Nel caso migliore si ripete sotto i nostri occhi l'avventura di Paolo ad Atene, citata come abilissima introduzione al suo discorso nell'Areopago: « Ateniesi - egli dice - io vi vedo dappertutto singolarmente interessati alla religione.
Tanto è vero che vedendo i vostri simulacri ho trovato perfino un altare con questa iscrizione: "al Dio ignoto".
Ora quello che voi onorate senza conoscerlo, io lo annuncio a voi » ( At 17,22-23 ).
Questo, uditori carissimi, è un fatto di estrema importanza, perché dice due cose capitali; la prima, diciamo così, di diritto; e cioè alla religiosità soggettiva dell'uomo deve corrispondere una religione positiva, obiettiva di fatto; e la seconda è che tale risposta è data autenticamente e pienamente soltanto dalla religione cristiana.
Qui è il cardine della storia umana; qui è la realtà dei destini umani.
Ancora e sempre, noi lo dobbiamo proclamare col recente Concilio ( ib. ): « Cristo è la via, la verità e la vita, nel quale gli uomini devono trovare la pienezza della vita religiosa e nel quale Dio ha riconciliato a Se stesso tutte le cose » (Cfr. 2 Cor 5,18-19 ).
Sappiamo di enunciare una cosa enorme.
Il passaggio dell'uomo pensante dall'ignoranza agnostica o atea al riconoscimento d'una religione naturale necessaria è un processo difficile, ma, per forza di cose, inevitabile; il secondo passaggio, da un senso religioso, anche sincero e profondo, ma vago e incerto, ad una verità religiosa determinata e risolutiva, è un processo ancora più difficile e dovuto ad un'estrema onestà di pensiero e di vita ( Cfr. Gv 3,21 ), in concomitanza ad un segreto intervento divino.
È ciò che nella nostra nomenclatura chiamiamo « conversione » ( Cfr. Mc 1,15 ), vera epifania della grazia, vera metamorfosi dell'uomo vecchio nell'uomo nuovo, vera fenomenologia psicologica e morale, di cui nulla v'è di più interessante nella letteratura dello spirito umano.
Tanto per intenderci: ricordiamo Nicodemo, ricordiamo S. Paolo, S. Agostino …; perché non ricordare Papini …
E, col beneficio dell'inventario, cioè con la libertà d'un giudizio critico, perché non ricordare quei giovani « hippies », che abbiamo visti fotografati con iscrizioni di maiuscola evidenza sui loro rudimentali indumenti: « I love Jesus », io amo Gesù.
Snobismo, dilettantismo?
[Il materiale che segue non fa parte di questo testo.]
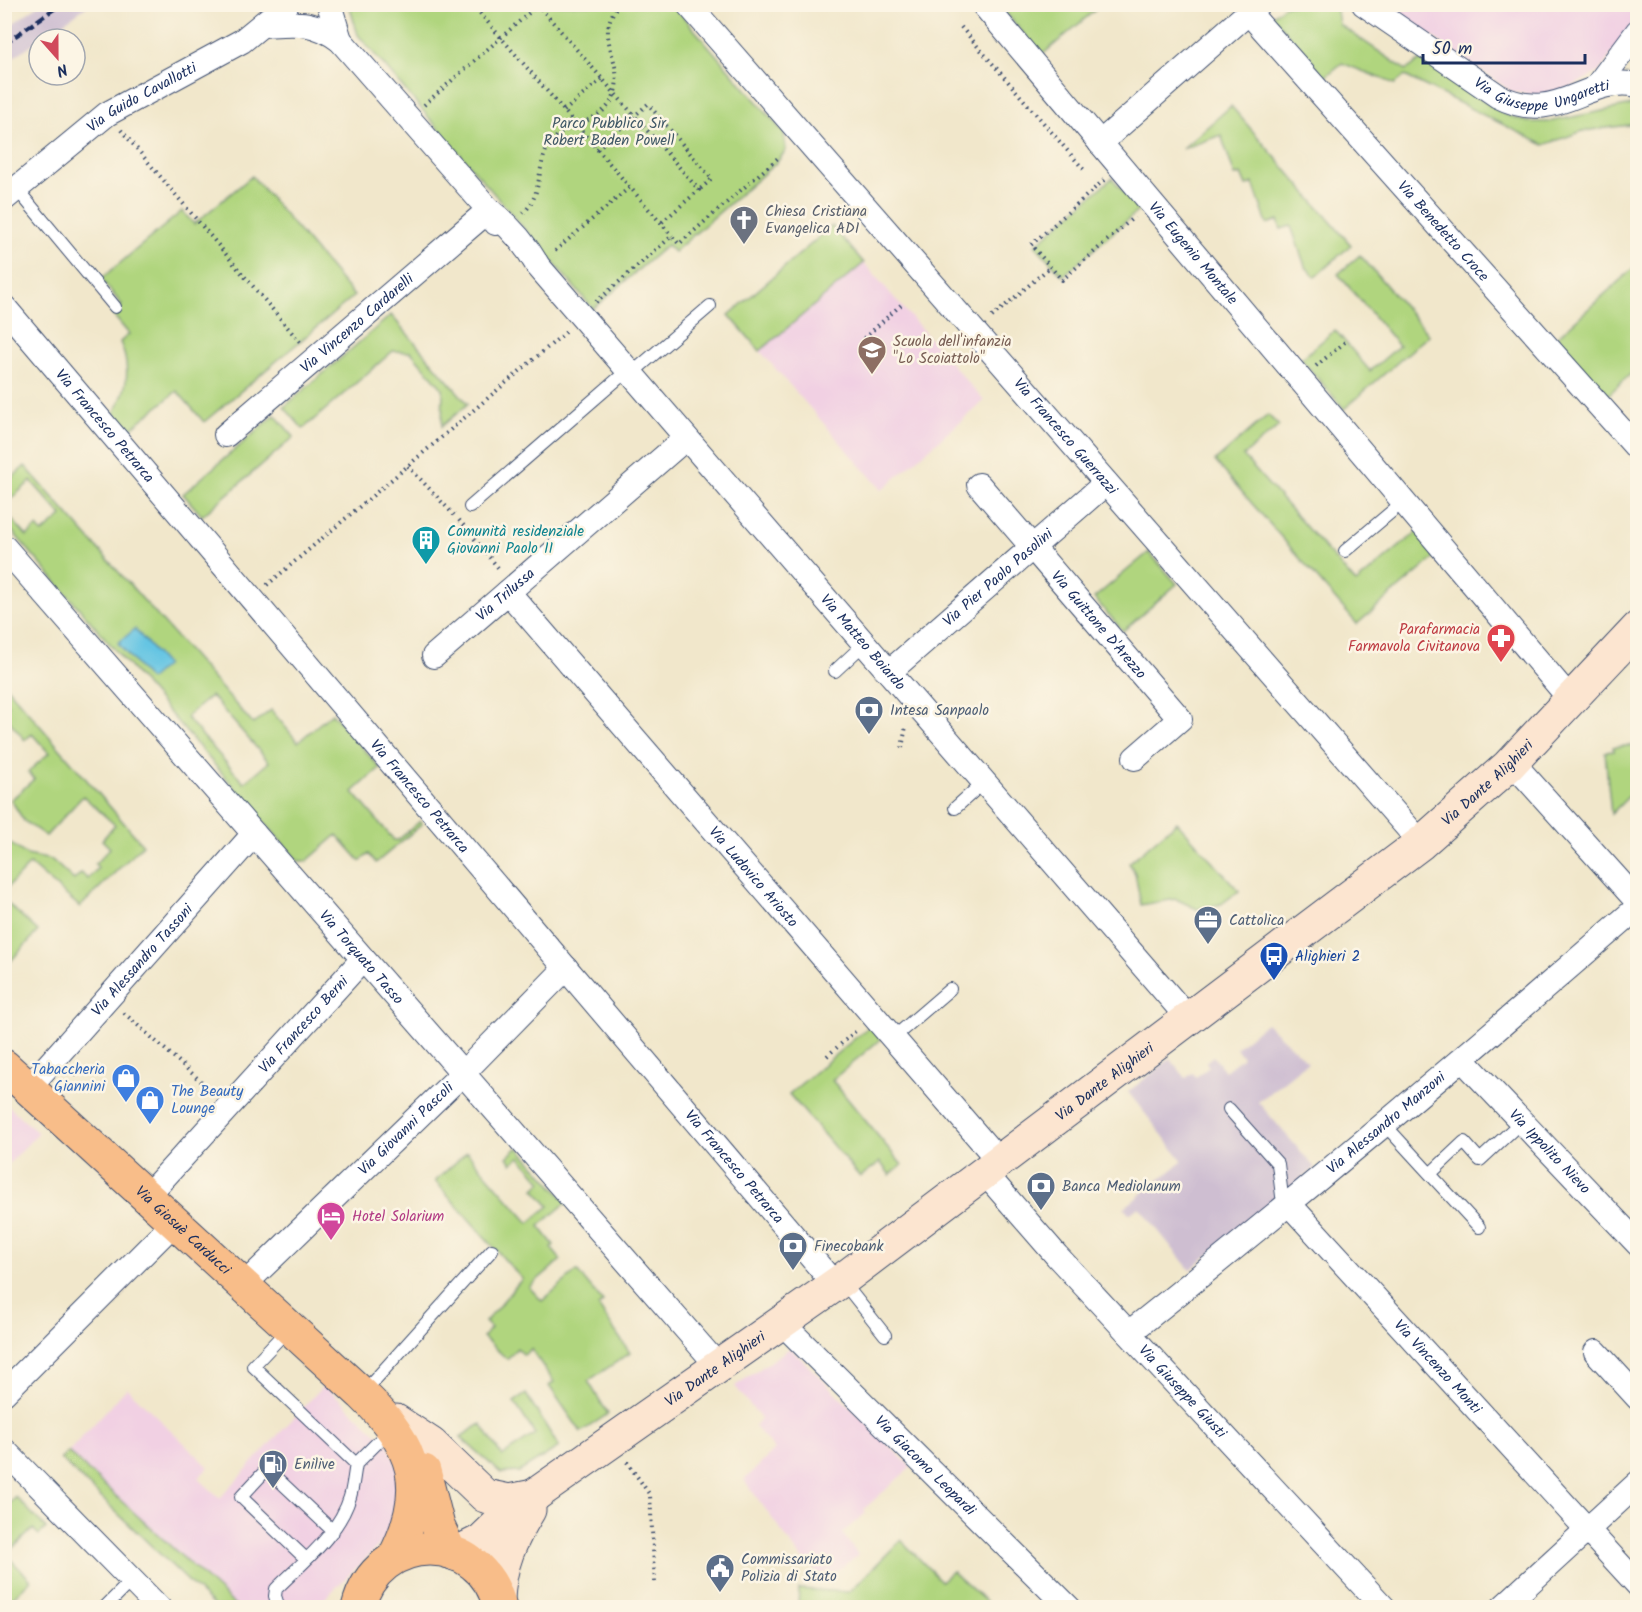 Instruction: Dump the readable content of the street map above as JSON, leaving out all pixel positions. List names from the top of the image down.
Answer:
{
  "streets": {
    "main road": ["Via Dante Alighieri", "Via Giosuè Carducci"],
    "street": [
      "Via Giuseppe Ungaretti",
      "Via Guido Cavallotti",
      "Via Benedetto Croce",
      "Via Eugenio Montale",
      "Via Vincenzo Cardarelli",
      "Via Francesco Petrarca",
      "Via Francesco Guerrazzi",
      "Via Pier Paolo Pasolini",
      "Via Trilussa",
      "Via Guittone D'Arezzo",
      "Via Matteo Boiardo",
      "Via Ludovico Ariosto",
      "Via Torquato Tasso",
      "Via Alessandro Tassoni",
      "Via Francesco Berni",
      "Via Alessandro Manzoni",
      "Via Giovanni Pascoli",
      "Via Ippolito Nievo",
      "Via Vincenzo Monti",
      "Via Giuseppe Giusti",
      "Via Giacomo Leopardi"
    ]
  },
  "crossings": [
    ["Via Guido Cavallotti", "Via Matteo Boiardo"],
    ["Via Eugenio Montale", "Via Dante Alighieri"],
    ["Via Vincenzo Cardarelli", "Via Matteo Boiardo"],
    ["Via Francesco Petrarca", "Via Dante Alighieri"],
    ["Via Francesco Petrarca", "Via Giovanni Pascoli"],
    ["Via Francesco Guerrazzi", "Via Pier Paolo Pasolini"],
    ["Via Francesco Guerrazzi", "Via Dante Alighieri"],
    ["Via Pier Paolo Pasolini", "Via Guittone D'Arezzo"],
    ["Via Pier Paolo Pasolini", "Via Matteo Boiardo"],
    ["Via Trilussa", "Via Matteo Boiardo"],
    ["Via Trilussa", "Via Ludovico Ariosto"],
    ["Via Matteo Boiardo", "Via Dante Alighieri"],
    ["Via Dante Alighieri", "Via Ludovico Ariosto"],
    ["Via Dante Alighieri", "Via Torquato Tasso"],
    ["Via Dante Alighieri", "Via Giosuè Carducci"],
    ["Via Dante Alighieri", "Via Giuseppe Giusti"],
    ["Via Dante Alighieri", "Via Giacomo Leopardi"],
    ["Via Ludovico Ariosto", "Via Giuseppe Giusti"],
    ["Via Torquato Tasso", "Via Alessandro Tassoni"],
    ["Via Torquato Tasso", "Via Francesco Berni"],
    ["Via Torquato Tasso", "Via Giovanni Pascoli"],
    ["Via Alessandro Tassoni", "Via Giosuè Carducci"],
    ["Via Francesco Berni", "Via Giosuè Carducci"],
    ["Via Alessandro Manzoni", "Via Ippolito Nievo"],
    ["Via Alessandro Manzoni", "Via Vincenzo Monti"],
    ["Via Alessandro Manzoni", "Via Giuseppe Giusti"],
    ["Via Giovanni Pascoli", "Via Giosuè Carducci"]
  ],
  "parks": ["Parco Pubblico Sir Robert Baden Powell"],
  "places": {
    "church": ["Chiesa Cristiana Evangelica ADI"],
    "school or university": ["Scuola dell'infanzia \"Lo Scoiattolo\""],
    "building": ["Comunità residenziale Giovanni Paolo II"],
    "pharmacy": ["Parafarmacia Farmavola Civitanova"],
    "bank": ["Intesa Sanpaolo", "Banca Mediolanum", "Finecobank"],
    "office": ["Cattolica"],
    "bus stop": ["Alighieri 2"],
    "shop": ["Tabaccheria Giannini", "The Beauty Lounge"],
    "hotel": ["Hotel Solarium"],
    "fuel station": ["Enilive"],
    "public building": ["Commissariato Polizia di Stato"]
  },
  "scale_bar": "50 m",
  "north": "bottom"
}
Chi sa!
Speriamo di no: ciò almeno indicherebbe che l'orientamento verso la conclusione risolutiva del problema religioso oggi può avvenire anche mediante forme imprevedibili, anche improvvise, capricciose e mimetiche; e avvenire per la via dei Giovani.
Che siano i Giovani oggi a riconoscere il Cristo?
Come nel giorno delle Palme?
Noi lo speriamo; anzi sappiamo che vi è fra loro, fra i più seri di loro, fra i più coraggiosi, qualcuno che sa ascoltare l'invito frecciante di Lui, e sa subito annunciare agli amici: « Abbiamo trovato il Messia » ( Gv 1,41 ).
Dio voglia!
Con la nostra Apostolica Benedizione.